▸ WORK REQUIRED: A single figure is the whole answer: the number of lines in the entries that contain "rows".
────────────────
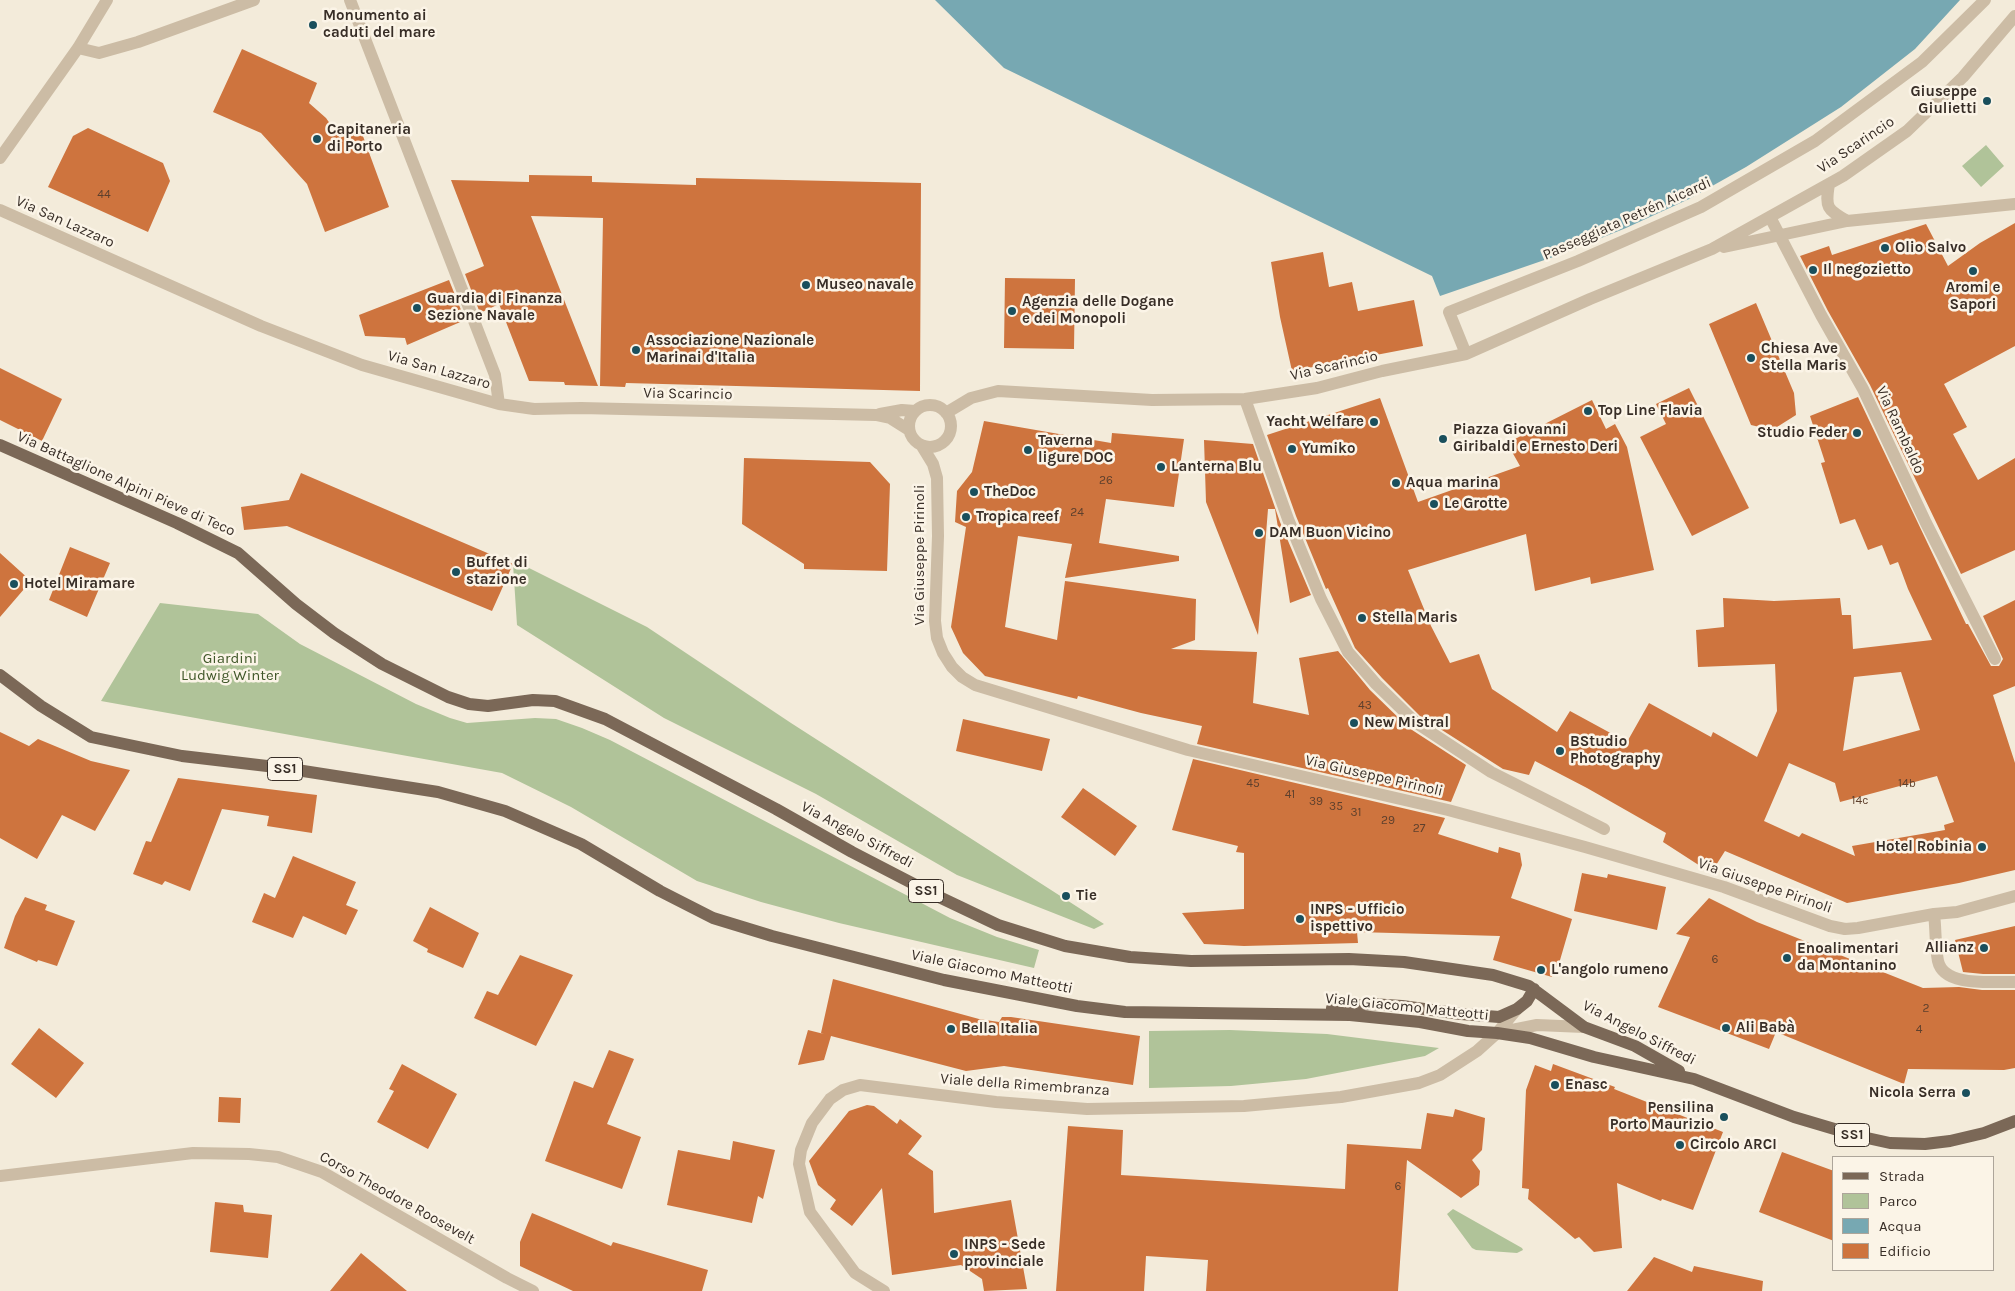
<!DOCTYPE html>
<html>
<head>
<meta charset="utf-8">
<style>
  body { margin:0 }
  #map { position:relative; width:2015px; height:1291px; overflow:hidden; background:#f3ebda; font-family:Karla,sans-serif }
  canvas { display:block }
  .legend { position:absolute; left:1832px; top:1156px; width:162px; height:115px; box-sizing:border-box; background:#fbf4e7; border:1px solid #ada59a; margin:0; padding:6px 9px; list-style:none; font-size:15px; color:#382e27 }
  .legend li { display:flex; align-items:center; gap:10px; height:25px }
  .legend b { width:25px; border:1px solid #ada59a }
</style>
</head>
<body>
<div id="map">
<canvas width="2015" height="1291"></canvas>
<ul class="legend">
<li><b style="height:6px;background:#7b6857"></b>Strada</li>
<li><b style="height:14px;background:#b0c399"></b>Parco</li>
<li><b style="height:14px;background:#77a8b2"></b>Acqua</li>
<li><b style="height:14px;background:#ce743e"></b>Edificio</li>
</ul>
</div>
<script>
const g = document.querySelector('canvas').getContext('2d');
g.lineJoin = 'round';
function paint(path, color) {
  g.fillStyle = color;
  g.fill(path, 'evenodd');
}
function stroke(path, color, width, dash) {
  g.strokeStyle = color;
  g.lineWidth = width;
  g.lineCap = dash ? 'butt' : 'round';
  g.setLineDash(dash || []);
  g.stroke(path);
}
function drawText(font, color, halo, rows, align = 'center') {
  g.font = font + ' Karla,sans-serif';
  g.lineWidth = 5;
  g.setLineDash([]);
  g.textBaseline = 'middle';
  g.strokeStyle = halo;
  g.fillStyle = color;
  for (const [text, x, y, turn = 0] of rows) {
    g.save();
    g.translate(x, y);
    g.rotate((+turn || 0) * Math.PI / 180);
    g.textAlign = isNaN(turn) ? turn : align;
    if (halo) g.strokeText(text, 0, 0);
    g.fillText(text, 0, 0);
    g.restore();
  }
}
paint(new Path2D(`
  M 1986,145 L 2004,166 L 1981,187 L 1962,166 Z
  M 513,564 L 529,568 L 647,627 L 791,723 L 1104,924 L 1094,929 L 957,875 L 816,794 L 664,718 L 517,625 Z
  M 160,603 L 258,614 L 300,644 L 416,704 L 450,718 L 467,723 L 535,718 L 556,719 L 582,728 L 610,740 L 950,918 L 997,937 L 1039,950 L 1034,968 L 839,923 L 761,902 L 697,881 L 571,807 L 502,773 L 101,701 Z
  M 1230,1030 L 1327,1034 L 1439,1048 L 1425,1056 L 1306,1079 L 1231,1086 L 1149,1088 L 1149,1031 Z
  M 1453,1209 L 1522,1248 L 1523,1250 L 1517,1253 L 1476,1250 L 1472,1248 L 1447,1214 Z`), '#b0c399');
paint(new Path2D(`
  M 935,0 L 1960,0 L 1915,49 L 1841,107 L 1746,167 L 1689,199 L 1626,228 L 1559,255 L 1440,296 L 1432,276 L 1004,68 Z`), '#77a8b2');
paint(new Path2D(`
  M 242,49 L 317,83 L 309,103 L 326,118 L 340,138 L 360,128 L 389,207 L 325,232 L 307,184 L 261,133 L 213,112 Z
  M 88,128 L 163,163 L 170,181 L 148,232 L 48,187 L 73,136 Z
  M 529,175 L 592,176 L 592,182 L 696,185 L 696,178 L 921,183 L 920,391 L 626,383 L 625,387 L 600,386 L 603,218 L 531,216 L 598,386 L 565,385 L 564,382 L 529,381 L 499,304 L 480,313 L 465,274 L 484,266 L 451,180 L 529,182 Z
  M 2015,223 L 2015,346 L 1944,384 L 1967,427 L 1953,434 L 1978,480 L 2015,458 L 2015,550 L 1961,574 L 1870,385 L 1828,311 L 1800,256 L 1829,246 L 1832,255 L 1926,224 L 1948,266 L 1980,243 Z
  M 1323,252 L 1329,287 L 1352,282 L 1358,311 L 1414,300 L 1423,346 L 1292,371 L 1280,317 L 1271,262 Z
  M 1005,278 L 1075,279 L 1074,349 L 1004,348 Z
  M 449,280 L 465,320 L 407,345 L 405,338 L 365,336 L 359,315 Z
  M 1756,303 L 1794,393 L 1796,415 L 1777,427 L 1768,429 L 1751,425 L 1709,324 Z
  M 0,368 L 62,399 L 42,441 L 0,420 Z
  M 1689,388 L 1749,508 L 1692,536 L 1640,437 L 1666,424 L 1656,404 Z
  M 1858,397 L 1966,624 L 1968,624 L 1991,666 L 1999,666 L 2003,659 L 1983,616 L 2015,600 L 2015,686 L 1993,695 L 2015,763 L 2015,870 L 1959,883 L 1847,903 L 1725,851 L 1711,873 L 1663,842 L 1666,833 L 1587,788 L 1535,761 L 1529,775 L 1503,769 L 1420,716 L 1382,678 L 1355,648 L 1328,588 L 1326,589 L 1296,516 L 1267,435 L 1380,398 L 1418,502 L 1520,466 L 1507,443 L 1592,400 L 1606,429 L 1615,424 L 1627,447 L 1654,570 L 1591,584 L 1590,577 L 1535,591 L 1526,534 L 1408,570 L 1431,626 L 1450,663 L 1479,654 L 1492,689 L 1557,732 L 1570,711 L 1627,742 L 1649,703 L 1711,737 L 1713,732 L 1757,757 L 1777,711 L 1775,664 L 1698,667 L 1696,630 L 1724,627 L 1723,598 L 1774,601 L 1840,598 L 1842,615 L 1851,615 L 1853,649 L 1932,640 L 1908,589 L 1898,562 L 1890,565 L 1882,545 L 1868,550 L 1855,519 L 1840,524 L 1821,463 L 1825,462 L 1810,416 ZM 1901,672 L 1920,730 L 1843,751 L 1854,677 ZM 1789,763 L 1835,783 L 1840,802 L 1937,776 L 1954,822 L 1944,825 L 1945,830 L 1852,846 L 1855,856 L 1802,833 L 1799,837 L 1764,821 Z
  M 984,421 L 1111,443 L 1112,433 L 1184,439 L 1174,507 L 1106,499 L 1099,543 L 1179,556 L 1179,561 L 1065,578 L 1072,544 L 1018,536 L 1005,627 L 1057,640 L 1065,581 L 1196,599 L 1195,640 L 1171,649 L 1257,652 L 1253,703 L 1309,715 L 1299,658 L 1338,651 L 1370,690 L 1409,728 L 1466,765 L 1451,802 L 1197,744 L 1202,726 L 1141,713 L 1078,696 L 1077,699 L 985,676 L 963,653 L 951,627 L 966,527 L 955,522 L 957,491 L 972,472 Z
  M 1204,440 L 1253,444 L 1280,522 L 1311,595 L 1290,603 L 1275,509 L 1268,509 L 1258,635 L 1206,502 Z
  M 744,458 L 870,462 L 890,484 L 887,571 L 804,569 L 804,564 L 742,524 Z
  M 301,473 L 513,564 L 492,611 L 287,526 L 244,530 L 241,507 L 289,500 Z
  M 70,547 L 110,563 L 87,617 L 49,600 Z
  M 0,553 L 31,581 L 0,617 Z
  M 963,719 L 1050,739 L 1042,771 L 956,751 Z
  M 0,732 L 29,746 L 38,739 L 91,761 L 130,770 L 95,831 L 62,815 L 37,859 L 0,838 Z
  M 1193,759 L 1445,818 L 1438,834 L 1498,853 L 1499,847 L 1520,853 L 1522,865 L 1511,898 L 1572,919 L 1558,967 L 1555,966 L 1552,977 L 1493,960 L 1500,936 L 1357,932 L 1358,943 L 1244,946 L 1204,944 L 1182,913 L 1244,909 L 1244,853 L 1236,852 L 1238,846 L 1172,830 Z
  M 178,778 L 317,795 L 312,833 L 267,826 L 269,816 L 222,809 L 190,891 L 165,881 L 162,885 L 133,874 L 146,841 L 151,842 Z
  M 1083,788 L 1137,826 L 1115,856 L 1061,817 Z
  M 293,856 L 356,882 L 346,905 L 358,910 L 346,935 L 303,916 L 293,938 L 252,922 L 264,893 L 275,898 Z
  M 1582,873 L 1607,878 L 1608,874 L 1666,887 L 1657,930 L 1574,911 Z
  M 25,897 L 47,905 L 45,910 L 75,921 L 57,966 L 38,960 L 37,962 L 4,948 L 15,916 Z
  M 1709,898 L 1757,922 L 1923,988 L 1959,987 L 1982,990 L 2015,990 L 2015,1068 L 2004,1070 L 1908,1069 L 1904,1084 L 1776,1032 L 1769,1049 L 1658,1007 L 1690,937 L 1676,934 Z
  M 430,907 L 479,933 L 463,968 L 427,952 L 428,949 L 413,941 Z
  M 2015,926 L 2015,974 L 1983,974 L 1963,972 L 1955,940 Z
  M 520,955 L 573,975 L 536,1046 L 474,1018 L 487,991 L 498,995 Z
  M 833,979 L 979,1019 L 999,1022 L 1002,1017 L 1011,1017 L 1140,1036 L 1133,1085 L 1004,1066 L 966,1071 L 831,1036 L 824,1060 L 798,1065 L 808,1030 L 824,1034 L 821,1033 Z
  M 39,1028 L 84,1063 L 56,1098 L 11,1064 Z
  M 609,1050 L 634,1059 L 607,1124 L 641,1137 L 622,1189 L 545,1161 L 574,1081 L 593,1088 Z
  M 402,1064 L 457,1094 L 428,1149 L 377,1122 L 394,1091 L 389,1089 Z
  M 1553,1064 L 1615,1087 L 1614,1089 L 1723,1132 L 1693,1210 L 1662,1199 L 1661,1201 L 1617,1183 L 1622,1248 L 1594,1252 L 1579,1237 L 1575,1239 L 1528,1199 L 1529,1189 L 1522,1188 L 1526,1090 L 1535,1065 L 1551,1071 Z
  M 219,1097 L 241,1098 L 240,1123 L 218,1122 Z
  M 867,1105 L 874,1106 L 897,1124 L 900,1119 L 922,1136 L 908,1154 L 933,1171 L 934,1213 L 1011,1200 L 1027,1289 L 984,1291 L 982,1279 L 961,1265 L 892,1275 L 882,1188 L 852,1226 L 830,1209 L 836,1200 L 818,1185 L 809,1161 L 849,1111 Z
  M 1455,1109 L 1485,1118 L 1482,1150 L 1472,1160 L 1480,1171 L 1479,1185 L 1461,1198 L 1407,1160 L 1398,1291 L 1206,1291 L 1208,1260 L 1146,1256 L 1144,1291 L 1056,1291 L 1068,1126 L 1123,1130 L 1121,1175 L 1345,1189 L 1347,1144 L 1421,1149 L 1427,1113 L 1453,1117 Z
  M 733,1141 L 775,1150 L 763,1199 L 758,1196 L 752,1223 L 667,1205 L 678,1150 L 730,1160 Z
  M 1782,1152 L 1834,1171 L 1834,1241 L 1759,1212 Z
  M 215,1202 L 243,1205 L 244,1212 L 272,1215 L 268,1258 L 210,1252 Z
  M 532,1213 L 611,1246 L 613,1242 L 708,1270 L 702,1291 L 573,1291 L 520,1266 L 520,1242 Z
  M 361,1253 L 407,1291 L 330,1291 Z
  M 1654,1257 L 1692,1272 L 1694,1266 L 1763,1281 L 1762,1291 L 1627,1291 Z`), '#ce743e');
stroke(new Path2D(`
  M 350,0 L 495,375 L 499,404
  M 78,48 L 99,53 L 138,42 L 254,0
  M 0,158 L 78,48 L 107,0
  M 1829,184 C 1825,208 1827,209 1847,221
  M 0,210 L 261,326 L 362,365 L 499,404 L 534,409 L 581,408 L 876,415 L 890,418 L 909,430
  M 1770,217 L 1821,315 L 1863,389 L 1926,523 L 1995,659
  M 1724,247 L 1847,221 L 2015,204
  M 1466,354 L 1449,312 L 1578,261 L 1701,207 L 1815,141 L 1922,62 L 1985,0
  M 1245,399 L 1288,519 L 1321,599 L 1348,652 L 1376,684 L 1415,722 L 1491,772 L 1604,829
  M909 426a21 21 0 1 1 42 0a21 21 0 1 1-42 0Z
  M 946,413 L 971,398 L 998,391 L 1152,400 L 1245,399 L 1317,388 L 1382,371 L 1466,354 L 1590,299 L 1712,249 L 1843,176 L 1907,131 L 1963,77 L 2015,16
  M 880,414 L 902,410 L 915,411
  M 922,446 L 933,464 L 937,478 L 938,536 L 935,621 L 937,638 L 943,653 L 952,667 L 962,677 L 975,685 L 1188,750 L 1448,810 L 1585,847 L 1724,887 L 1830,926 L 1845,929 L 1858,928 L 1934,914 L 1957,912 L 2015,896
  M 1934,914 C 1936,929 1935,946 1938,961 C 1944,988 1993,981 2015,982
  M 1497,1033 L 1537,1025 L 1584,1027
  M 0,1176 L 193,1153 L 249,1154 L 278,1157 L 322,1172 L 507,1278 L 533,1291
  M 884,1291 L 855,1273 L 810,1212 L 799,1164 L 801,1150 L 812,1123 L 830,1099 L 843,1090 L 860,1085 L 996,1102 L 1087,1109 L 1244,1106 L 1341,1097 L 1419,1083 L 1440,1075 L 1477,1051 L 1497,1033 L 1517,1009`), '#ccbca5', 12);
stroke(new Path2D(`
  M 0,445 L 177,523 L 238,553 L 296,604 L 334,633 L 382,664 L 448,697 L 469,704 L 488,706 L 533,700 L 555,701 L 605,719 L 776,809 L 852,852 L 935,895 L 998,925 L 1065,946 L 1130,957 L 1191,961 L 1349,959 L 1404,962 L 1493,975 L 1529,986 L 1584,1027 L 1635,1046 L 1679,1071
  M 0,675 L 41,706 L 91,737 L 182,756 L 284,768 L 438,792 L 505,811 L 581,844 L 660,891 L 713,918 L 772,936 L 944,980 L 1077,1006 L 1125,1012 L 1350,1015 L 1420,1022 L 1468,1031 L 1497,1033 L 1530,1038 L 1594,1057 L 1694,1079 L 1794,1117 L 1858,1136 L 1890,1143 L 1925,1144 L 1950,1141 L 1984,1133 L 2015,1121
  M 1332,1008 L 1371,1004 L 1402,1006 L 1461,1014 L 1499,1017 L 1517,1009 L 1527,1001 L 1534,989`), '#7b6857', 12);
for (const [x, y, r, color] of [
  [313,25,5,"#1a4f5c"],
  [1987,101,5,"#1a4f5c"],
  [317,139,5,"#1a4f5c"],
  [1885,248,5,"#1a4f5c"],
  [1813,270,5,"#1a4f5c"],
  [1973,271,5,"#1a4f5c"],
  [806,285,5,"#1a4f5c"],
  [417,308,5,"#1a4f5c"],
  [1012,311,5,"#1a4f5c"],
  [636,350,5,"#1a4f5c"],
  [1751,358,5,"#1a4f5c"],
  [1588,411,5,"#1a4f5c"],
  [1374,422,5,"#1a4f5c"],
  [1857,433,5,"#1a4f5c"],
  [1443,439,5,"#1a4f5c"],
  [1292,449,5,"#1a4f5c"],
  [1028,450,5,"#1a4f5c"],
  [1161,467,5,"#1a4f5c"],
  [1396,483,5,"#1a4f5c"],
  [974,492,5,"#1a4f5c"],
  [1434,504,5,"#1a4f5c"],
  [966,517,5,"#1a4f5c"],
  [1259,533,5,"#1a4f5c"],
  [456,572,5,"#1a4f5c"],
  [14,584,5,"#1a4f5c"],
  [1362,618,5,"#1a4f5c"],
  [1354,723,5,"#1a4f5c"],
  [1560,751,5,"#1a4f5c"],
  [1982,847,5,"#1a4f5c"],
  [1066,896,5,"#1a4f5c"],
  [1300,919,5,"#1a4f5c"],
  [1984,948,5,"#1a4f5c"],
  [1787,958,5,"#1a4f5c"],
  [1541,970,5,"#1a4f5c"],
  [1726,1028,5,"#1a4f5c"],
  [951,1029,5,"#1a4f5c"],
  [1555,1085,5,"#1a4f5c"],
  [1966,1093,5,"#1a4f5c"],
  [1724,1117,5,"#1a4f5c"],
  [1680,1145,5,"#1a4f5c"],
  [954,1254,5,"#1a4f5c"]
]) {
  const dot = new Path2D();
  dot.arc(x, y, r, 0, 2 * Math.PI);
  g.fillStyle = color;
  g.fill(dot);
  stroke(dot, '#fbf4e7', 2);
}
drawText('12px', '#5e402d', null, [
  ["44",104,195],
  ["26",1106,481],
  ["24",1077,513],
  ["43",1365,706],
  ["45",1253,784],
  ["14b",1907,784],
  ["41",1290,795],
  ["14c",1860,801],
  ["39",1316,802],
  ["35",1336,807],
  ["31",1356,813],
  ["29",1388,821],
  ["27",1419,829],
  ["6",1715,960],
  ["2",1926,1009],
  ["4",1919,1030],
  ["6",1398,1187]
]);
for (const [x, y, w] of [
  [285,769,35],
  [926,891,35],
  [1852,1135,35]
]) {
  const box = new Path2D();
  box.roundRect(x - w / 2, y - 11.5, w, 23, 4);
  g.fillStyle = '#fbf4e7';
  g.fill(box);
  stroke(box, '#382e27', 1);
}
drawText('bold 14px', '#382e27', null, [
  ["SS1",285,769],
  ["SS1",926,891],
  ["SS1",1852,1135]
]);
drawText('bold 15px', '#382e27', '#fbf4e7', [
  ["Monumento ai",323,16],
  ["caduti del mare",323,33],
  ["Giuseppe",1977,92,"right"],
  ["Giulietti",1977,109,"right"],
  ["Capitaneria",327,130],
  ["di Porto",327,147],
  ["Olio Salvo",1895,248],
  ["Il negozietto",1823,270],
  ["Museo navale",816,285],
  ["Aromi e",1973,288,"center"],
  ["Sapori",1973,305,"center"],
  ["Guardia di Finanza",427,299],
  ["Sezione Navale",427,316],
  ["Agenzia delle Dogane",1022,302],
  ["e dei Monopoli",1022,319],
  ["Associazione Nazionale",646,341],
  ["Marinai d'Italia",646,358],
  ["Chiesa Ave",1761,349],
  ["Stella Maris",1761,366],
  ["Top Line Flavia",1598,411],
  ["Yacht Welfare",1364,422,"right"],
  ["Piazza Giovanni",1453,430],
  ["Giribaldi e Ernesto Deri",1453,447],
  ["Studio Feder",1847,433,"right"],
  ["Taverna",1038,441],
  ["ligure DOC",1038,458],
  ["Yumiko",1302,449],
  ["Lanterna Blu",1171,467],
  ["Aqua marina",1406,483],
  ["TheDoc",984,492],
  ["Le Grotte",1444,504],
  ["Tropica reef",976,517],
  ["DAM Buon Vicino",1269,533],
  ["Buffet di",466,563],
  ["stazione",466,580],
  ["Hotel Miramare",24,584],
  ["Stella Maris",1372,618],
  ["New Mistral",1364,723],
  ["BStudio",1570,742],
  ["Photography",1570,759],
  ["Hotel Robinia",1972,847,"right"],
  ["Tie",1076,896],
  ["INPS - Ufficio",1310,910],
  ["ispettivo",1310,927],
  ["Allianz",1974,948,"right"],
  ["Enoalimentari",1797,949],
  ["da Montanino",1797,966],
  ["L'angolo rumeno",1551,970],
  ["Ali Babà",1736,1028],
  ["Bella Italia",961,1029],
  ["Enasc",1565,1085],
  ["Nicola Serra",1956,1093,"right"],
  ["Pensilina",1714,1108,"right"],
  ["Porto Maurizio",1714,1125,"right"],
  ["Circolo ARCI",1690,1145],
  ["INPS - Sede",964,1245],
  ["provinciale",964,1262]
], 'left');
drawText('15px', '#382e27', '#fbf4e7', [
  ["Via Scarincio",1856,145,-34],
  ["Passeggiata Petrén Aicardi",1627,219,-24],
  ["Via San Lazzaro",65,222,24],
  ["Via Scarincio",1334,366,-13],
  ["Via San Lazzaro",439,370,16],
  ["Via Scarincio",688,394,1],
  ["Via Rambaldo",1900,430,65],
  ["Via Battaglione Alpini Pieve di Teco",126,484,24],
  ["Via Giuseppe Pirinoli",920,555,-90],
  ["Via Giuseppe Pirinoli",1374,776,13],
  ["Via Angelo Siffredi",857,835,28],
  ["Via Giuseppe Pirinoli",1765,886,19],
  ["Viale Giacomo Matteotti",992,972,12],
  ["Viale Giacomo Matteotti",1407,1007,6],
  ["Via Angelo Siffredi",1639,1033,27],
  ["Viale della Rimembranza",1025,1085,4],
  ["Corso Theodore Roosevelt",397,1198,29]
]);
drawText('15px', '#405729', '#fbf4e7', [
  ["Giardini",230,659],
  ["Ludwig Winter",230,676]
]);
</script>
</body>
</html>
────────────────
▸ TASK SOLUTION: 2